RESERVOIR. Only accessable from the back. The intake tube can get in the way when you remove/replace it. I don't remove it, but flip the whole unit around (quite easy since the whole unit is so compact and light), tilt it out (it locks open), and pour water in. There's a water level viewer up front so you can check when you are low, but it's kind of hard to see (clear on clear), so I usually just flip it around instead.
BOILER. Solid brass. Large (6oz vs 3.5oz for the Gaggia's) for it's class. May have a teflon coating on the inside. I'll open it up to check when I finally have to clean/descale it. I'm a little bit leary running strong cleaners thru it as I've heard reports of teflon de-laminating.
BREWHEAD. Solid brass, but undersized (54mm?). I would have liked the 58mm commercial sized one, but probably not at this price point.
PORTAFILTER. Heavy solid brass, non-pressurized, but undersized. Teflon coating both inside and out, which held up surprisingly well, just minor wear along the edges. Nice thing about teflon is that the coffee crud doesn't build up - I was surprised when I first removed the filter to clean the inside. Still, I would have preferred a more durable chrome. I lucked out in that my shotglass fit the inside diameter perfectly, so finding a tamper for the odd size wasn't a problem.
NO 3-WAY SOLENOID VALVE. I just unscrew the screen instead to clean once in a while.
ESPRESSO. I'm not experienced enough to compare the espresso with other machines, but what I get is very sweet, lots of crema. FYI, I use fresh roasted beans from a Hearthware Precision, and a Gaggia MDF grinder, which probably made the biggest difference.

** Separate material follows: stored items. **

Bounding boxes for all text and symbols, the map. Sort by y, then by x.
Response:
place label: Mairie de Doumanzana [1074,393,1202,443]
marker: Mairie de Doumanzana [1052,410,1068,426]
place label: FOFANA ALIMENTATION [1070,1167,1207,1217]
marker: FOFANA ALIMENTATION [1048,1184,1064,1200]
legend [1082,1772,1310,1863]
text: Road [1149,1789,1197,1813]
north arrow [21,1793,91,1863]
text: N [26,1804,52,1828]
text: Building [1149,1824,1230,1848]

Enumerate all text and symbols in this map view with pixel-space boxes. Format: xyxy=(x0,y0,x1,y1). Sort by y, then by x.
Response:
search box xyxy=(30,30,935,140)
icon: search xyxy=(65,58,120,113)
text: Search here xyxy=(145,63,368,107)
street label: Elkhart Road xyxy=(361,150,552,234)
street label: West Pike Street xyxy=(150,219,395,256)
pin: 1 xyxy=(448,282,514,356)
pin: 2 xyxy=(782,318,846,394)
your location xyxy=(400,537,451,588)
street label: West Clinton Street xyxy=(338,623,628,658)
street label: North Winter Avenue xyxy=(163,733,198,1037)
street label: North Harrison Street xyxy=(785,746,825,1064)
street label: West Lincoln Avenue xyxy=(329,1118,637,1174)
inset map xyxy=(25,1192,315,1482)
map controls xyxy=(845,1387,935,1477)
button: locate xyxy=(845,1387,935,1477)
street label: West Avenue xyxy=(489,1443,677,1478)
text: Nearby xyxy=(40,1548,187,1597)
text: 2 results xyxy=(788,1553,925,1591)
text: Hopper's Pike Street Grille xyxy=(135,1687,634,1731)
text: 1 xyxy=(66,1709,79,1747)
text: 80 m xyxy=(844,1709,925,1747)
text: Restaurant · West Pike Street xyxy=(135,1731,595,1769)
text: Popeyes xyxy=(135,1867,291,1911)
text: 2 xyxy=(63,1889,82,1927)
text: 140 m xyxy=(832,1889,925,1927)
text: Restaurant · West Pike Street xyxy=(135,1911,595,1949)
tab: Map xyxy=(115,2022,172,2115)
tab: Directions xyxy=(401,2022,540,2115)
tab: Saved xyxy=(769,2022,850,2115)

STEAM. Steam wand is too short, and the steam weak, but I guess all machines this size are. The trick is use a correctly sized the pitcher (12oz, 1/3 to 1/2 filled works well for me), and to surf the steam temperature - I flush the steam wand until the heating light goes on, then start steaming right before the heating light goes off (about 15 seconds for my machine). This keeps the heating element on while you steam, letting you steam a little longer before you run out of gas. I get a good whirlpool during the texturing phase, nice thick microfoam, and am almost able to draw something recognizable. The steam lever takes getting used to, but it's actually very controllable - just move it between off and full on. I like it since you can instantly shut the steam off by releasing it, as apposed to turning the knob a few times. FYI, I have the 3 hole steam wand, I think some models have a pannarello frothing aid.
RELIABILITY. The head gasket is beginning to leak. This should have been replaced every year, but I'm having a little trouble finding the correct sized gasket. Otherwise, handled 2-4 espressos for 2 years straight with no problems.